In its natural state, a worm tooth does little damage; while it is possible to multishot them with sufficient skill in knives, the low damage severely limits their usefulness. However, it can be turned into a powerful crysknife by enchanting it. Be careful to keep the crysknife in your possession; if dropped, it will revert to a +0 worm tooth (with a chance of resisting if fixed).
The following information pertains to an upcoming version (NetHack 3.7.0). If this version is now released, please verify that it is still accurate, then update the page to incorporate this information.Worm teeth are now made of bone.
Players planning to make extensive use of crysknives will naturally seek out a means of obtaining worm teeth; while a crysknife is inferior to many artifact weapons and generally considered not worth a wish, it still has some solid use as a secondary weapon when #twoweaponing, as well as a primary weapon for Healers. The crysknife is also an ideal weapon choice for conducts that prevent access to more powerful weapons.

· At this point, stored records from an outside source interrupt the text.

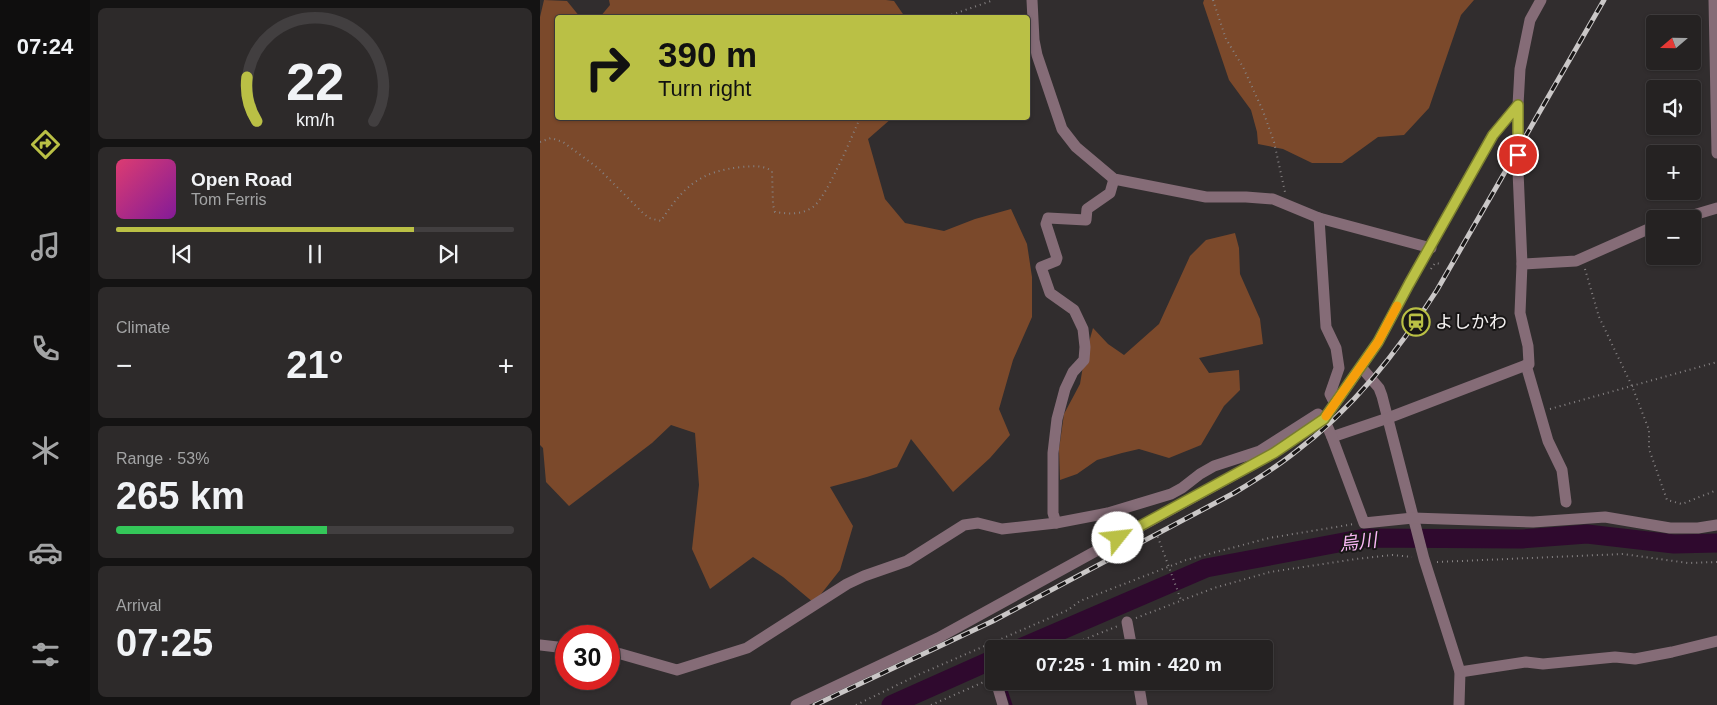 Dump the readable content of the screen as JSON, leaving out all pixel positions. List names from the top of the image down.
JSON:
{
  "water": ["烏川"],
  "places": {
    "station": ["よしかわ"]
  },
  "north": "left",
  "page": {
    "tabs": "07:24",
    "map_buttons": ["+", "−"],
    "turn": ["390 m", "Turn right"],
    "song": ["Open Road", "Tom Ferris"],
    "tile": [
      "Climate",
      ["Range · 53%", "265 km"],
      ["Arrival", "07:25"]
    ],
    "heat": ["−", "21°", "+"],
    "limit": "30",
    "trip": "07:25 · 1 min · 420 m",
    "gauge": ["22", "km/h"]
  }
} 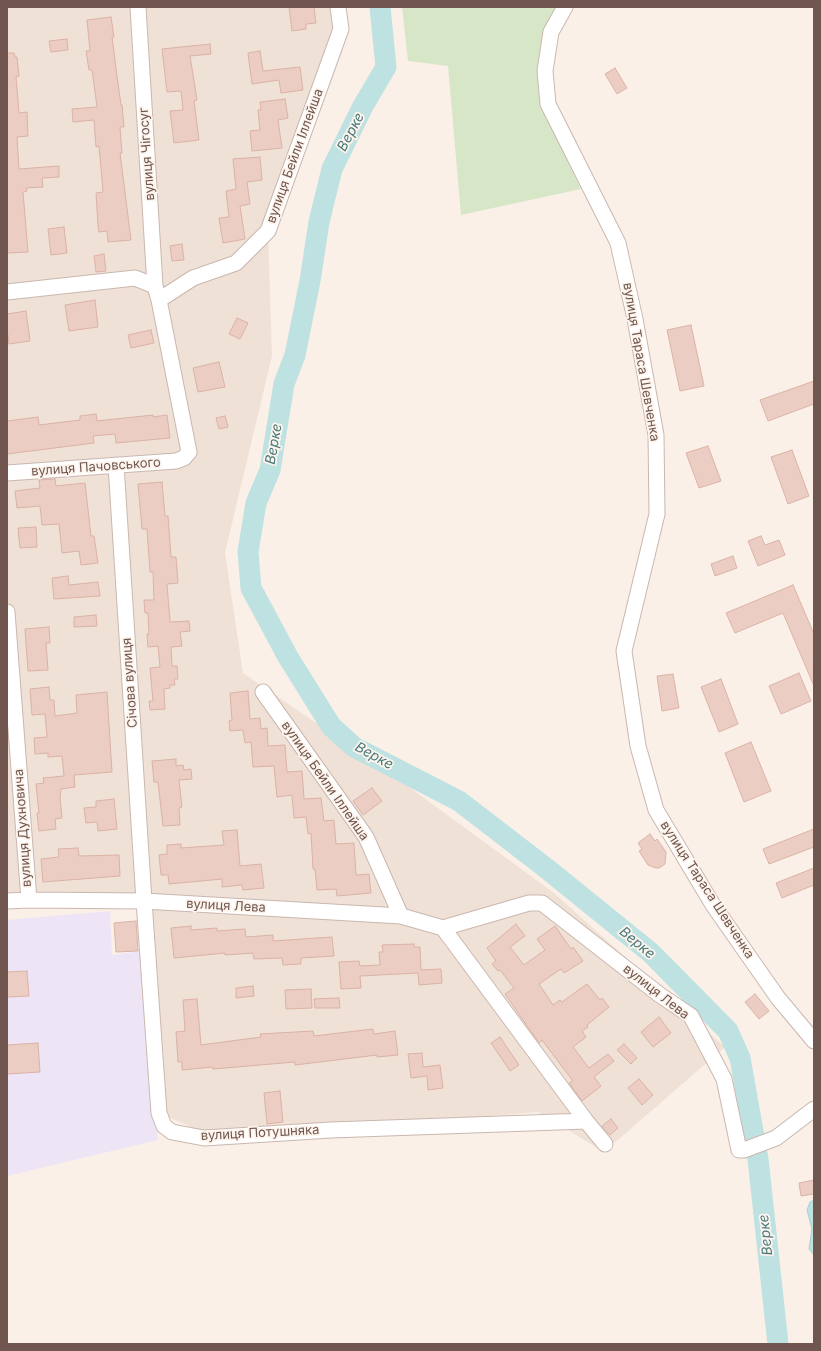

It is possible to farm worm teeth by splitting larger worms in half, though sometimes this may just result in the worm "shrinking" from losing its tail segments. Using a means of creating monsters (or waiting for them to spawn) could work as well, but long worms are quite rare, and only spawn if the average of the player's level and the dungeon level is higher than 9. The most consistent means of generating long worms is reverse genocide, which yields an average of 5 worm teeth per scroll.
[The crysknife] is manufactured in two forms from teeth taken
from dead sandworms. The two forms are "fixed" and "unfixed".
An unfixed knife requires proximity to a human body's
electrical field to prevent disintegration. Fixed knives
are treated for storage. All are about 20 centimeters long.